* [Required work]: Transcribe the data exactly, stopping after the "function drawText(font, color, halo, rows, align" line.

* [Data under study]:
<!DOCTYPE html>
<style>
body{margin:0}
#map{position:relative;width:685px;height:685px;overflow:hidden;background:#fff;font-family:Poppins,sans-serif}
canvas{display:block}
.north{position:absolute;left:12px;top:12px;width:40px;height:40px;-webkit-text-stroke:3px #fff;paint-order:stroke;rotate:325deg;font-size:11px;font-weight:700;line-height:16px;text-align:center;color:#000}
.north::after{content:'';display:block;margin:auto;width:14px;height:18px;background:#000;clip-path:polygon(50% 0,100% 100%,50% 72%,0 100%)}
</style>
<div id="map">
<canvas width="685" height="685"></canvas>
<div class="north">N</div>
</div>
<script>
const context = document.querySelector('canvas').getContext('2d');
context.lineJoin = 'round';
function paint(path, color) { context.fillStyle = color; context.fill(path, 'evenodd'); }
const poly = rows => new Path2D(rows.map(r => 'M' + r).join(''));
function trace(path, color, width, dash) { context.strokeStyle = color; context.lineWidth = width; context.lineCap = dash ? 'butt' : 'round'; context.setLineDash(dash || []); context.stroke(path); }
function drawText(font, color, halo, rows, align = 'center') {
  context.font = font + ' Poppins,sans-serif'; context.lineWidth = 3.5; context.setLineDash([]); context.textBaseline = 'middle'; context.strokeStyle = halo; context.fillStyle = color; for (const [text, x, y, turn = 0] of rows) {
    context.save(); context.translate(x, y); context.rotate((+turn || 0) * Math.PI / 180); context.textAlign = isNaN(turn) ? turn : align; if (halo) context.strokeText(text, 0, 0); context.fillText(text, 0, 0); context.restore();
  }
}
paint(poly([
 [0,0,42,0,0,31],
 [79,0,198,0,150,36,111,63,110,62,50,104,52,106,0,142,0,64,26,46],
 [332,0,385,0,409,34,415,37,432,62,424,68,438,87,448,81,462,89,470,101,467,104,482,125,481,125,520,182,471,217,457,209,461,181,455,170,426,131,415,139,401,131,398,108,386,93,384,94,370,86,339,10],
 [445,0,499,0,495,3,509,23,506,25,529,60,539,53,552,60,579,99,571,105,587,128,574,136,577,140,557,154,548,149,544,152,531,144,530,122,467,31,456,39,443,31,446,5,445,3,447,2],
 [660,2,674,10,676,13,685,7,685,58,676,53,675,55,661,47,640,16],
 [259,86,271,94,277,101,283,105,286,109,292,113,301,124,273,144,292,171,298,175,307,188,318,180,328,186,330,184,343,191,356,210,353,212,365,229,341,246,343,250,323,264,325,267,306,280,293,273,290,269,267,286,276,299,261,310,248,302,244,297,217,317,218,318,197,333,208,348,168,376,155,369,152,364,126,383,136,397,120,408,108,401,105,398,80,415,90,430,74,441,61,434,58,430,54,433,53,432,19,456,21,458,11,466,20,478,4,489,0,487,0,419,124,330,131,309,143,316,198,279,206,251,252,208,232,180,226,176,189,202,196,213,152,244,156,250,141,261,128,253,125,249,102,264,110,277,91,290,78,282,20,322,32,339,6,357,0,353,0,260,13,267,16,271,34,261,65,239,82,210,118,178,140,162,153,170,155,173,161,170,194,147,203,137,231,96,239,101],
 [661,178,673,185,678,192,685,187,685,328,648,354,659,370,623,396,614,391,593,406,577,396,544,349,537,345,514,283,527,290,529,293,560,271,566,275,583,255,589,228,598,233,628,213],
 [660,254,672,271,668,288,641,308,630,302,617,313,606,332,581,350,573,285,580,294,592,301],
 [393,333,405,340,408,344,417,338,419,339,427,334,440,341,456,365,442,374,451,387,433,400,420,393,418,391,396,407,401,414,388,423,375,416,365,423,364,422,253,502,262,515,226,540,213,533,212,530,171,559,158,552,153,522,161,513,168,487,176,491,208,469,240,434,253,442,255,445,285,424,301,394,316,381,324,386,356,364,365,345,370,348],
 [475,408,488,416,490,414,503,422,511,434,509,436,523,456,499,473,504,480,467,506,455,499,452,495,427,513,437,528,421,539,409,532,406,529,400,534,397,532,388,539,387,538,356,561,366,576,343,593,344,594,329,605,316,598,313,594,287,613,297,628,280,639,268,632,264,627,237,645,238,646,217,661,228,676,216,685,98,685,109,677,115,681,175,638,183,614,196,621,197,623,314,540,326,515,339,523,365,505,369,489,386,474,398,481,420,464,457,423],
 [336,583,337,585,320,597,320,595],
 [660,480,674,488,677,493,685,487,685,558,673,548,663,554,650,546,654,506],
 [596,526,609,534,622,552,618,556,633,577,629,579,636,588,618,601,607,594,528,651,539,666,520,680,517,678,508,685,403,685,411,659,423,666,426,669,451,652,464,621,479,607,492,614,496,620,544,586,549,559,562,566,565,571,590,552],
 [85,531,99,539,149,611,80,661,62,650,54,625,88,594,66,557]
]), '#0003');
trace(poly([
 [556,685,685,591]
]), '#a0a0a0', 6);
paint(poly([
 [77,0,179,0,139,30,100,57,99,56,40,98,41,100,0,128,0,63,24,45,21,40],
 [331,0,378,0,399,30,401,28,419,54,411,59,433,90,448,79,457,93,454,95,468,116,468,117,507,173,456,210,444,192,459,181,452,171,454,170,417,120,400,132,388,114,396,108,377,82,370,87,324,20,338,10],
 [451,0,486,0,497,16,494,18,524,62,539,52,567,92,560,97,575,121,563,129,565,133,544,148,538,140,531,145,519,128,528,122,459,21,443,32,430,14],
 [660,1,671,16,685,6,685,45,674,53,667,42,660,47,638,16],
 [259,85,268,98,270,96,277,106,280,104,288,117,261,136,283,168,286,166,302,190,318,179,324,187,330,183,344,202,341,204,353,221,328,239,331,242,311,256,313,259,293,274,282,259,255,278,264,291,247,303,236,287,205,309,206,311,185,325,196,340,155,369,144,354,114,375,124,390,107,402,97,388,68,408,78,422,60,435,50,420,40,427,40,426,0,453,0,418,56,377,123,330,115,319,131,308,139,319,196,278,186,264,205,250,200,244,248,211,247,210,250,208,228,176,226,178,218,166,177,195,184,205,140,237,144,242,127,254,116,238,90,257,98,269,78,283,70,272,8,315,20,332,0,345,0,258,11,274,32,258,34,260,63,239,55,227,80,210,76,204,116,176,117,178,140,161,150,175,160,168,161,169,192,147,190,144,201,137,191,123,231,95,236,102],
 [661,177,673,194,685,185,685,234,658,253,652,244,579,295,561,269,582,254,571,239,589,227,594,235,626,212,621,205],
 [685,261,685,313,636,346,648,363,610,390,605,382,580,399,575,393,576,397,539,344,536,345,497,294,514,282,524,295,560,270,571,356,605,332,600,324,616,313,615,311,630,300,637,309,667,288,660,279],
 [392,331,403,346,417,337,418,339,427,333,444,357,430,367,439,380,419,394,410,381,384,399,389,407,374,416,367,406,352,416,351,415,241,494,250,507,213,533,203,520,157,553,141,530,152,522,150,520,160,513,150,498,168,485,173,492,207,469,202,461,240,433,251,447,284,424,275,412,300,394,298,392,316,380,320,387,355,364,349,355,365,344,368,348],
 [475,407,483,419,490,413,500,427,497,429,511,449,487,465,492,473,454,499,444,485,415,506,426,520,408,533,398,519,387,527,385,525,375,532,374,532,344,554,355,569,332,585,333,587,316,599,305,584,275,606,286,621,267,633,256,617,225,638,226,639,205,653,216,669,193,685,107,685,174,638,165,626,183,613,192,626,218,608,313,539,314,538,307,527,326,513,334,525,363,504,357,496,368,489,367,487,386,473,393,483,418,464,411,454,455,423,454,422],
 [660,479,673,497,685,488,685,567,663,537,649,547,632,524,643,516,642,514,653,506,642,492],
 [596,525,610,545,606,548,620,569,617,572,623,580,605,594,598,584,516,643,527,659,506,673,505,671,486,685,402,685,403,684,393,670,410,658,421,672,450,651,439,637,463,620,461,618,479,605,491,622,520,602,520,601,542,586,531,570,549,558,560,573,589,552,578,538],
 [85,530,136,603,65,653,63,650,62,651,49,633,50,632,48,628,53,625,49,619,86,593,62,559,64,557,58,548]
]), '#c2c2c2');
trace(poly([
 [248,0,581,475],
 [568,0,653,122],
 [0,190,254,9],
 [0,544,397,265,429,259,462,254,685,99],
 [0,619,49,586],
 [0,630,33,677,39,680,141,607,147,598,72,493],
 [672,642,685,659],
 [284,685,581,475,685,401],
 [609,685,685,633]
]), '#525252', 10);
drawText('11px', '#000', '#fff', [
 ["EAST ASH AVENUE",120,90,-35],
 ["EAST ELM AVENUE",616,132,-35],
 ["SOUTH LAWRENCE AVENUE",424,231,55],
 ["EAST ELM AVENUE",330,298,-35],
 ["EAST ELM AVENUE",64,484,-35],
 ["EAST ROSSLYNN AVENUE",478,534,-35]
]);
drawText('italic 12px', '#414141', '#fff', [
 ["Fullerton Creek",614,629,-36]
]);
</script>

* [Worked solution]:
<!DOCTYPE html>
<style>
body{margin:0}
#map{position:relative;width:685px;height:685px;overflow:hidden;background:#fff;font-family:Poppins,sans-serif}
canvas{display:block}
.north{position:absolute;left:12px;top:12px;width:40px;height:40px;-webkit-text-stroke:3px #fff;paint-order:stroke;rotate:325deg;font-size:11px;font-weight:700;line-height:16px;text-align:center;color:#000}
.north::after{content:'';display:block;margin:auto;width:14px;height:18px;background:#000;clip-path:polygon(50% 0,100% 100%,50% 72%,0 100%)}
</style>
<div id="map">
<canvas width="685" height="685"></canvas>
<div class="north">N</div>
</div>
<script>
const context = document.querySelector('canvas').getContext('2d');
context.lineJoin = 'round';
function paint(path, color) { context.fillStyle = color; context.fill(path, 'evenodd'); }
const poly = rows => new Path2D(rows.map(r => 'M' + r).join(''));
function trace(path, color, width, dash) { context.strokeStyle = color; context.lineWidth = width; context.lineCap = dash ? 'butt' : 'round'; context.setLineDash(dash || []); context.stroke(path); }
function drawText(font, color, halo, rows, align = 'center') {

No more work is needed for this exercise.